New trade figures released by the Uganda Revenue Authority show imports from Tanzania surged to approximately Shs12.46 trillion over the past year, accounting for nearly 22 percent of Uganda’s total imports. The development pushed China — long Uganda’s dominant import partner — into second place, ahead of India, Kenya and the United Arab Emirates.
The shift marks one of the most significant changes in Uganda’s regional trade dynamics in over a decade and underscores the rising economic integration within the East African Community.
At the center of the surge is Uganda’s rapidly expanding gold refining and re-export industry.
Uganda is increasingly positioning itself as a regional precious metals hub, importing raw gold largely from Tanzania and the Democratic Republic of Congo before refining and exporting it to global markets.
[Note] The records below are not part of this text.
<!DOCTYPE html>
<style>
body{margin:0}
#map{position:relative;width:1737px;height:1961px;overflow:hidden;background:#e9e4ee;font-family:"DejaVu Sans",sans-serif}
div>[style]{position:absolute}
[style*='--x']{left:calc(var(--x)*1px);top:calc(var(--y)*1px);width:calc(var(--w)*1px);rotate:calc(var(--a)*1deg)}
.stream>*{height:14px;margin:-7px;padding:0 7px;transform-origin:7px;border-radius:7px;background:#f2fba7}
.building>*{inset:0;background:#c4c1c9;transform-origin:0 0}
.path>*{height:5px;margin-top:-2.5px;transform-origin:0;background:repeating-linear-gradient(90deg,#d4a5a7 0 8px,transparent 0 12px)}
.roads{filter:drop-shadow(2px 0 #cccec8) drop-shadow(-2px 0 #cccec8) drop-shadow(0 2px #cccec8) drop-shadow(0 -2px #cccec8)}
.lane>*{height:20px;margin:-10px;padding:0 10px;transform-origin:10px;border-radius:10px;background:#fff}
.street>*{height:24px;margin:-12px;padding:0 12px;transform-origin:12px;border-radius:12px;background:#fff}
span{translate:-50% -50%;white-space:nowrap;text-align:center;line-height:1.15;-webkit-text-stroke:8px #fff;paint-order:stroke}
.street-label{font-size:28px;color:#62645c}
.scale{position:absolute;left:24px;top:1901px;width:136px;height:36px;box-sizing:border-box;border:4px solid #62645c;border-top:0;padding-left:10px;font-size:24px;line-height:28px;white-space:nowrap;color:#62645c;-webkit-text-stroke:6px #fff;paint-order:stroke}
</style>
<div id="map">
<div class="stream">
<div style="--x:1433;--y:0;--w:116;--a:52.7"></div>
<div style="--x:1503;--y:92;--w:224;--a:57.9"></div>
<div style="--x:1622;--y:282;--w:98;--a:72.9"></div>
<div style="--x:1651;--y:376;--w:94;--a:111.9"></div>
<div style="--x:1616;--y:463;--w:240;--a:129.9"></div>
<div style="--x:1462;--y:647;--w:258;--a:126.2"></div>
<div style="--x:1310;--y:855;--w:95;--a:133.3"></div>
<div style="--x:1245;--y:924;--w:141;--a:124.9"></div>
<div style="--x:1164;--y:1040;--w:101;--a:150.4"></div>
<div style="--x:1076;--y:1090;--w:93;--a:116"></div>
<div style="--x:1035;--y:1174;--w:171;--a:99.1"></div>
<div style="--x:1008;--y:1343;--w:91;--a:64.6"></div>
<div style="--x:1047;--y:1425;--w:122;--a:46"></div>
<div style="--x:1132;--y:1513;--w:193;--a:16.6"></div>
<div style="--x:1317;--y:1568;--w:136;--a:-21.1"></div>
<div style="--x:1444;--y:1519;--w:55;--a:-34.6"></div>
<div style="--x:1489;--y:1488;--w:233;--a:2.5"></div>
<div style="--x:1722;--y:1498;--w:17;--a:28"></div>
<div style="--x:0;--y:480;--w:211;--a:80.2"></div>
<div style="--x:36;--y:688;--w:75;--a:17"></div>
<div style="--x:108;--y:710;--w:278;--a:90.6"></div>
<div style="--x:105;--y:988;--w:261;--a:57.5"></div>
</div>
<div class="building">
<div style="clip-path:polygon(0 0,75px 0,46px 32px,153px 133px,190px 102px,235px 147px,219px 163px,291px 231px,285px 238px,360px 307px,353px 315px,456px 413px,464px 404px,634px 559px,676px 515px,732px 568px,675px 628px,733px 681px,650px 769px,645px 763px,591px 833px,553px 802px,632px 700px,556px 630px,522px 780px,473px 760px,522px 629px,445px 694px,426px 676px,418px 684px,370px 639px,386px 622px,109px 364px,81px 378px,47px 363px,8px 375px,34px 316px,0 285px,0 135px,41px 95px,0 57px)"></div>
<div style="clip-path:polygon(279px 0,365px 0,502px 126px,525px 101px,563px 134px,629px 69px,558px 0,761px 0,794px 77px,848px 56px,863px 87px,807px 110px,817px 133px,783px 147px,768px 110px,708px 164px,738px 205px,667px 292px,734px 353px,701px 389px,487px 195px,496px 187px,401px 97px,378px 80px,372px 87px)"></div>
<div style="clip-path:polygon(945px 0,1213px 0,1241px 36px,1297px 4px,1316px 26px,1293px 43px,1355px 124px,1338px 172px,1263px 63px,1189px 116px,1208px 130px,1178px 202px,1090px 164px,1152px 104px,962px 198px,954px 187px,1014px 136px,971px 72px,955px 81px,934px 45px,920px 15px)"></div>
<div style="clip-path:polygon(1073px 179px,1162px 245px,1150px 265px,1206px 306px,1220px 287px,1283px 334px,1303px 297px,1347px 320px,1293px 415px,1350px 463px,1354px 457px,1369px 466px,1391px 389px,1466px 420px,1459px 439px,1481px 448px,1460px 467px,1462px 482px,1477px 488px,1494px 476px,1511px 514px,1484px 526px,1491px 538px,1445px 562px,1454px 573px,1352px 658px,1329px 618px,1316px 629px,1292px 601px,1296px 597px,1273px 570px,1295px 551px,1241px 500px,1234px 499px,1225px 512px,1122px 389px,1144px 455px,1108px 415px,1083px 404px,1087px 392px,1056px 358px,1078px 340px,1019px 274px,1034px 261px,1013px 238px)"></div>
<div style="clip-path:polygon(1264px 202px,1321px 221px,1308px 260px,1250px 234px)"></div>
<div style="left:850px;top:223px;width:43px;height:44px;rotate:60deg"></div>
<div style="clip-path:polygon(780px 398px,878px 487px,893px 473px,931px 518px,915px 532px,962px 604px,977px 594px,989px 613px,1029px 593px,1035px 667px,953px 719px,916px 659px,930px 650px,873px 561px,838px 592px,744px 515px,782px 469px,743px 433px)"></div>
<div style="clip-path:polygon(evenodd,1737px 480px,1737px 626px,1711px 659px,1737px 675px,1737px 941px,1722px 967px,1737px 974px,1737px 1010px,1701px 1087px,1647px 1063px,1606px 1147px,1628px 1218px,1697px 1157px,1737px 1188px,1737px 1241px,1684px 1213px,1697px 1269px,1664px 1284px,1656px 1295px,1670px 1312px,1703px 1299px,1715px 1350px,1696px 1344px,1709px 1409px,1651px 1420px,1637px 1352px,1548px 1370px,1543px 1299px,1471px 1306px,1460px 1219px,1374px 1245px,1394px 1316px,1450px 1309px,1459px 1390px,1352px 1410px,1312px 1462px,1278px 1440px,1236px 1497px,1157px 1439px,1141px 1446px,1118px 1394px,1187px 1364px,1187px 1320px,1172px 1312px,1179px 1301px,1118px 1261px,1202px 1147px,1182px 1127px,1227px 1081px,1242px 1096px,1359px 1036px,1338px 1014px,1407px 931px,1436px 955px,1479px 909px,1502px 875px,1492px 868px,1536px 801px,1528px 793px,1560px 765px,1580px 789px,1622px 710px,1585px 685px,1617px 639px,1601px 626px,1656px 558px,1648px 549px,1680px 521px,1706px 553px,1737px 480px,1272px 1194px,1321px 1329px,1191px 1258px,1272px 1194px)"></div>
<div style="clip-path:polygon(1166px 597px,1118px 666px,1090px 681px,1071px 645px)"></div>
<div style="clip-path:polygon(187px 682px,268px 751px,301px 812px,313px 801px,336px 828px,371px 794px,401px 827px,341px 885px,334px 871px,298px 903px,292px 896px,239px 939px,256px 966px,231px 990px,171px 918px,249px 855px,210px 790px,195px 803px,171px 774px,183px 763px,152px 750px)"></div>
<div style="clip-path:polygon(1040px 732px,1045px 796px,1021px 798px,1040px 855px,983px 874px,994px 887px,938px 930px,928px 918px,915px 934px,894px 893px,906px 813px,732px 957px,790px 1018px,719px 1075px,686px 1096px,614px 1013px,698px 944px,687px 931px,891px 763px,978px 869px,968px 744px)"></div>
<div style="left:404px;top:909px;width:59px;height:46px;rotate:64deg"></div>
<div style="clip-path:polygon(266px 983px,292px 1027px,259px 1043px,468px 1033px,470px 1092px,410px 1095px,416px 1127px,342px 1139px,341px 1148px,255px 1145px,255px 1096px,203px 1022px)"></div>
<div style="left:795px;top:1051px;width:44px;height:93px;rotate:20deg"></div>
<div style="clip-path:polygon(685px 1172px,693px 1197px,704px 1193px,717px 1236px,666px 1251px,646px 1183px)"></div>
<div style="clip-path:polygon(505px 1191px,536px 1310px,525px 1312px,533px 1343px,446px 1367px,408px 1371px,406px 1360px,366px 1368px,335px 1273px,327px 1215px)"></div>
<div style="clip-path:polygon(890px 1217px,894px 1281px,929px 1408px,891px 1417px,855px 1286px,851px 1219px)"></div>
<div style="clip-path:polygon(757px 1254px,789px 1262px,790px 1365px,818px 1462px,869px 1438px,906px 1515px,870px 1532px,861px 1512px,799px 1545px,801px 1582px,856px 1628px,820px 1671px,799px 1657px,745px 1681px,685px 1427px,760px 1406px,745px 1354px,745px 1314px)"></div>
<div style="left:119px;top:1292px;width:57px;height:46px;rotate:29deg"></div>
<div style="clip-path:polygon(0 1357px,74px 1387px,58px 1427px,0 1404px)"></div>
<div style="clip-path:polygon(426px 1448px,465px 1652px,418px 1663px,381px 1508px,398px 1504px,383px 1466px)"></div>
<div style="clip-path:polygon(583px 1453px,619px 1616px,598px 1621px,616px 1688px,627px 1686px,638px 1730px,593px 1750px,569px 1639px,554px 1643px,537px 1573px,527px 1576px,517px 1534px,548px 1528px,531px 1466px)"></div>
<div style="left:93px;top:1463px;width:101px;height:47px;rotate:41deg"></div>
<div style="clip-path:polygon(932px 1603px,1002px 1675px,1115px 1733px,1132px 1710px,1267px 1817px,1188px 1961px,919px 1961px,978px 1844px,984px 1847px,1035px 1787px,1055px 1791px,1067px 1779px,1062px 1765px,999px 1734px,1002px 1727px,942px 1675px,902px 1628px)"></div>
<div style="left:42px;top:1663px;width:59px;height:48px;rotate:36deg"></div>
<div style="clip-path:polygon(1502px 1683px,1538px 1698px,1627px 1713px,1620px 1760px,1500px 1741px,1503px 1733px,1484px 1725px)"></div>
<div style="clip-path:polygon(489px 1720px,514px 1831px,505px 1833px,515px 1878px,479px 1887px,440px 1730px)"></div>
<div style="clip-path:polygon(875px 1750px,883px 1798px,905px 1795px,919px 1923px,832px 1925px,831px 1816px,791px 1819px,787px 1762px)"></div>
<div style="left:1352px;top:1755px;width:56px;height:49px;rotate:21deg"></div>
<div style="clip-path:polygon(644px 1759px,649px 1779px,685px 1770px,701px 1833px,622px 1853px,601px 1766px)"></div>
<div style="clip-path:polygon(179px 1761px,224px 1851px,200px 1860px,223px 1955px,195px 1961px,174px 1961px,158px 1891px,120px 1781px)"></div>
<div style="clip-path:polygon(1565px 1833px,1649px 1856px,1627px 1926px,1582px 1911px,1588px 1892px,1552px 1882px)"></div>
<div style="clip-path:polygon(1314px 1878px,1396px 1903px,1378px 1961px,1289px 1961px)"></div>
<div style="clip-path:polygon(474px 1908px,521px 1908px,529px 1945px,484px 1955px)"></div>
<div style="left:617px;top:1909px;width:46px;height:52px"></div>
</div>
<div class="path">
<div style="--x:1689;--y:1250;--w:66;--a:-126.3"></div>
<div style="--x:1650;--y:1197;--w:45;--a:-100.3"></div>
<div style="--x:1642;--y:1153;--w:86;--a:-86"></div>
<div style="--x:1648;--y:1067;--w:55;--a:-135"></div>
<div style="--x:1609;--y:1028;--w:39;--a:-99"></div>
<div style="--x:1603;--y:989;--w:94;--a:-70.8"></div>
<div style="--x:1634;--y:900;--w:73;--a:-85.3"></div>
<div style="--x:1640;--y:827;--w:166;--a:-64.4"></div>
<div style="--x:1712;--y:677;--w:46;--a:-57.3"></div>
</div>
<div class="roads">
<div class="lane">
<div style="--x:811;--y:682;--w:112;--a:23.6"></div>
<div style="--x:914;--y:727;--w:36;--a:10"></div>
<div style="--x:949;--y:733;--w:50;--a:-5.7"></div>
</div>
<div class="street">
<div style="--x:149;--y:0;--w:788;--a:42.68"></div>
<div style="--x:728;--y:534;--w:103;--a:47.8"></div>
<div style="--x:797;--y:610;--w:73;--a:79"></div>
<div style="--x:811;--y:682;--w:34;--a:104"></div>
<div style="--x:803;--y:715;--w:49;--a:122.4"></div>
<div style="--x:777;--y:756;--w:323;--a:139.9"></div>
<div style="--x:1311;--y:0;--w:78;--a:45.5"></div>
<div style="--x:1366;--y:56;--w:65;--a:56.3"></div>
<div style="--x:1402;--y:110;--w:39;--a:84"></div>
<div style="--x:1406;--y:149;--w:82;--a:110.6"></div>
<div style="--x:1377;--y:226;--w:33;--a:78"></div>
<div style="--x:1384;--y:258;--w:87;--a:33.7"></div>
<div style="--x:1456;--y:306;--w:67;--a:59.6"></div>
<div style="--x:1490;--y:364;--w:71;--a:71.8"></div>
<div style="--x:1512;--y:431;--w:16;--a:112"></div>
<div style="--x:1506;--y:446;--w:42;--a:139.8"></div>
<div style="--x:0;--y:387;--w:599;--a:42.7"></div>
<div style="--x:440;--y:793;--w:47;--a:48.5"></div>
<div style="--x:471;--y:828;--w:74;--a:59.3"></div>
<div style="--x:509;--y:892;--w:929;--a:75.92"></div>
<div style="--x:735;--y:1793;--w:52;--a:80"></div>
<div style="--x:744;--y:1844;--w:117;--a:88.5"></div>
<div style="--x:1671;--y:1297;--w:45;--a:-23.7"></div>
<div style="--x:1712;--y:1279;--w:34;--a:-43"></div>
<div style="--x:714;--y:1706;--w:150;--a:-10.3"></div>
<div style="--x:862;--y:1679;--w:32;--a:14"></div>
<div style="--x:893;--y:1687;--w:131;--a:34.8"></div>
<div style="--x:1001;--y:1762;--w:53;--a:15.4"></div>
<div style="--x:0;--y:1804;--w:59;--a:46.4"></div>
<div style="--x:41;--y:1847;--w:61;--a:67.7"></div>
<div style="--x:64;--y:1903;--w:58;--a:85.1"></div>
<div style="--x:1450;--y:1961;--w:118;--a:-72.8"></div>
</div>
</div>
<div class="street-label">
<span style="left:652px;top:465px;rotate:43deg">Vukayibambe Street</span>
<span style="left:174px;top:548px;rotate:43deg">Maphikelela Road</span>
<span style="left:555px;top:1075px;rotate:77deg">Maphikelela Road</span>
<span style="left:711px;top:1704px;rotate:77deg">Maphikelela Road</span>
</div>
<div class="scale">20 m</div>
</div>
The trade boom has significantly boosted cross-border commerce through the Mutukula and Mirama Hills routes while increasing cargo traffic between Dar es Salaam Port and Kampala.
Economists say the development reflects a broader trend in which African economies are trading more with neighboring countries rather than relying solely on Asian supply chains.
“This is more than a trade statistic. It is evidence that regional value chains are beginning to deepen,” said a Kampala-based trade analyst familiar with East African market flows. “Uganda is leveraging geography, refining capacity and regional demand to strengthen its position in the gold business,” said Adam Mugume, the Executive Director for Research and Economic Analysis at the Bank of Uganda.
The trend also arrives at a time when governments across East Africa are pushing for stronger intra-African trade under the African Continental Free Trade Area framework.
For Uganda, the implications stretch beyond customs data.
Commercial banks, forex dealers and logistics companies are already experiencing increased transaction volumes linked to the gold trade. The sector has become one of Uganda’s largest foreign exchange earners, helping support export growth even as traditional sectors such as coffee and fish face fluctuating global prices.
Transport operators moving goods between Tanzania and Uganda are also expected to benefit from rising demand for fuel, warehousing and cargo handling services.
However, analysts warn that Uganda’s growing dependence on gold-related trade could expose the economy to commodity price volatility and heightened international scrutiny over mineral sourcing and compliance standards.
The changing trade rankings may also intensify competition among regional economies seeking to become industrial and logistics hubs in East Africa.
For years, China dominated Uganda’s import market through machinery, electronics, construction materials and manufactured goods. Tanzania’s rise signals how rapidly commodity-linked trade flows can alter regional economic influence.
The development comes as Uganda accelerates broader industrialization efforts tied to oil production, mineral processing and infrastructure expansion.